[Records from a data collection]
○ ○ ○

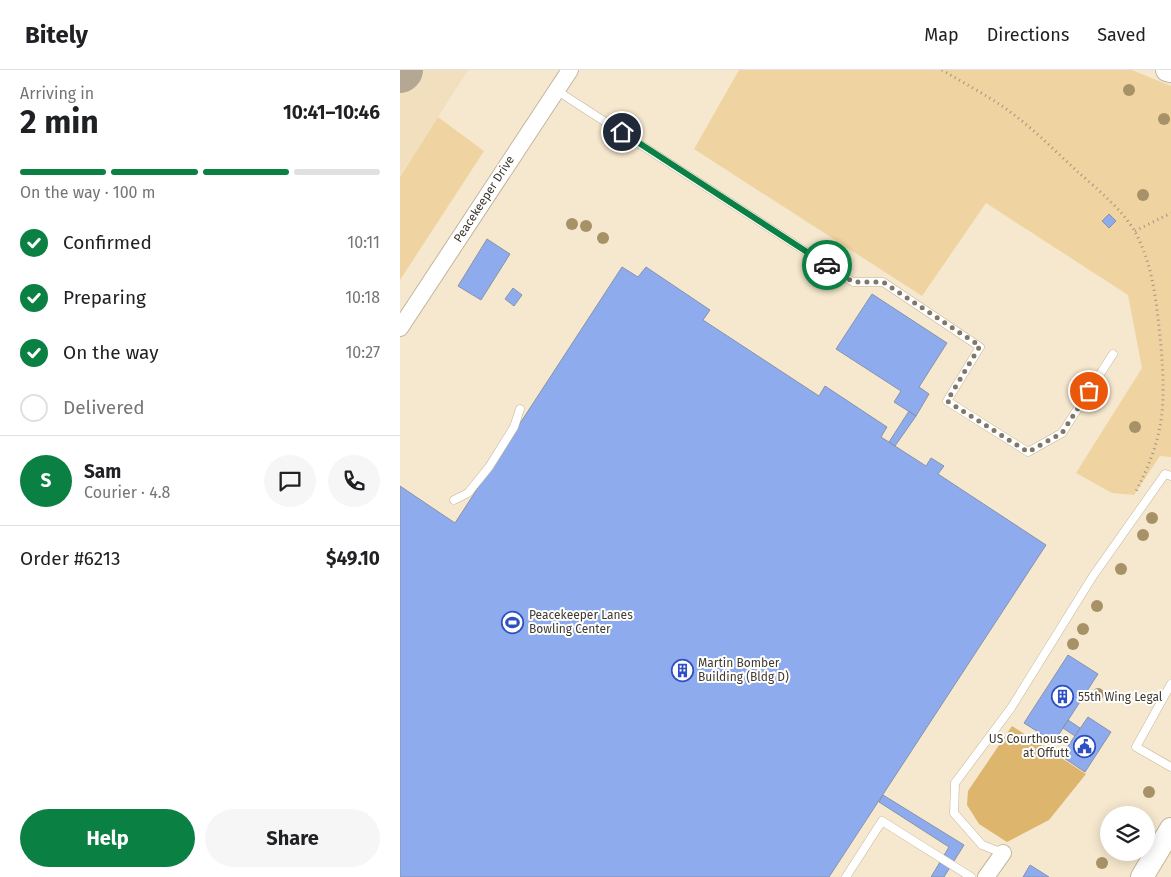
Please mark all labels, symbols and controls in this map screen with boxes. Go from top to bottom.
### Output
text: Bitely [25,21,88,49]
text: Map [924,24,959,46]
text: Directions [987,24,1069,46]
text: Saved [1097,24,1146,46]
text: Arriving in [20,84,94,103]
text: 10:41–10:46 [283,101,380,124]
text: 2 min [20,103,99,141]
pin [601,111,643,153]
icon: home [608,118,636,146]
street label: Peacekeeper Drive [451,153,517,245]
text: On the way · 100 m [20,183,155,202]
icon: check [20,229,48,257]
text: Confirmed [63,231,152,254]
text: 10:11 [347,233,380,252]
courier [802,240,852,290]
icon: car [813,251,841,279]
icon: check [20,284,48,312]
text: Preparing [63,286,146,309]
text: 10:18 [345,288,380,307]
icon: check [20,339,48,367]
text: On the way [63,341,159,364]
text: 10:27 [345,343,380,362]
pin [1068,370,1110,412]
icon: bag [1075,377,1103,405]
text: Delivered [63,396,145,419]
button: chat [264,455,316,507]
button: phone [328,455,380,507]
text: Sam [84,460,121,483]
text: S [41,469,51,492]
text: Courier · 4.8 [84,483,170,502]
text: Order #6213 [20,547,120,570]
text: $49.10 [326,547,380,570]
place label: Peacekeeper Lanes Bowling Center [529,608,633,636]
sports icon: Peacekeeper Lanes Bowling Center [501,610,525,634]
place label: Martin Bomber Building (Bldg D) [698,656,789,684]
building icon: Martin Bomber Building (Bldg D) [670,658,694,682]
building icon: 55th Wing Legal [1050,685,1074,709]
place label: 55th Wing Legal [1078,690,1163,704]
place label: US Courthouse at Offutt [989,732,1070,760]
public building icon: US Courthouse at Offutt [1073,734,1097,758]
map controls [1100,806,1155,861]
button: layers [1100,806,1155,861]
button: Help [20,809,195,867]
button: Share [205,809,380,867]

○ ○ ○

--- Requirement ---
Each record must be repeated verbatim, and no picture may appear in the copy.

--- Output for this task ---
Please mark all labels, symbols and controls in this map screen with boxes. Go from top to bottom.
### Output
text: Bitely [25,21,88,49]
text: Map [924,24,959,46]
text: Directions [987,24,1069,46]
text: Saved [1097,24,1146,46]
text: Arriving in [20,84,94,103]
text: 10:41–10:46 [283,101,380,124]
text: 2 min [20,103,99,141]
pin [601,111,643,153]
icon: home [608,118,636,146]
street label: Peacekeeper Drive [451,153,517,245]
text: On the way · 100 m [20,183,155,202]
icon: check [20,229,48,257]
text: Confirmed [63,231,152,254]
text: 10:11 [347,233,380,252]
courier [802,240,852,290]
icon: car [813,251,841,279]
icon: check [20,284,48,312]
text: Preparing [63,286,146,309]
text: 10:18 [345,288,380,307]
icon: check [20,339,48,367]
text: On the way [63,341,159,364]
text: 10:27 [345,343,380,362]
pin [1068,370,1110,412]
icon: bag [1075,377,1103,405]
text: Delivered [63,396,145,419]
button: chat [264,455,316,507]
button: phone [328,455,380,507]
text: Sam [84,460,121,483]
text: S [41,469,51,492]
text: Courier · 4.8 [84,483,170,502]
text: Order #6213 [20,547,120,570]
text: $49.10 [326,547,380,570]
place label: Peacekeeper Lanes Bowling Center [529,608,633,636]
sports icon: Peacekeeper Lanes Bowling Center [501,610,525,634]
place label: Martin Bomber Building (Bldg D) [698,656,789,684]
building icon: Martin Bomber Building (Bldg D) [670,658,694,682]
building icon: 55th Wing Legal [1050,685,1074,709]
place label: 55th Wing Legal [1078,690,1163,704]
place label: US Courthouse at Offutt [989,732,1070,760]
public building icon: US Courthouse at Offutt [1073,734,1097,758]
map controls [1100,806,1155,861]
button: layers [1100,806,1155,861]
button: Help [20,809,195,867]
button: Share [205,809,380,867]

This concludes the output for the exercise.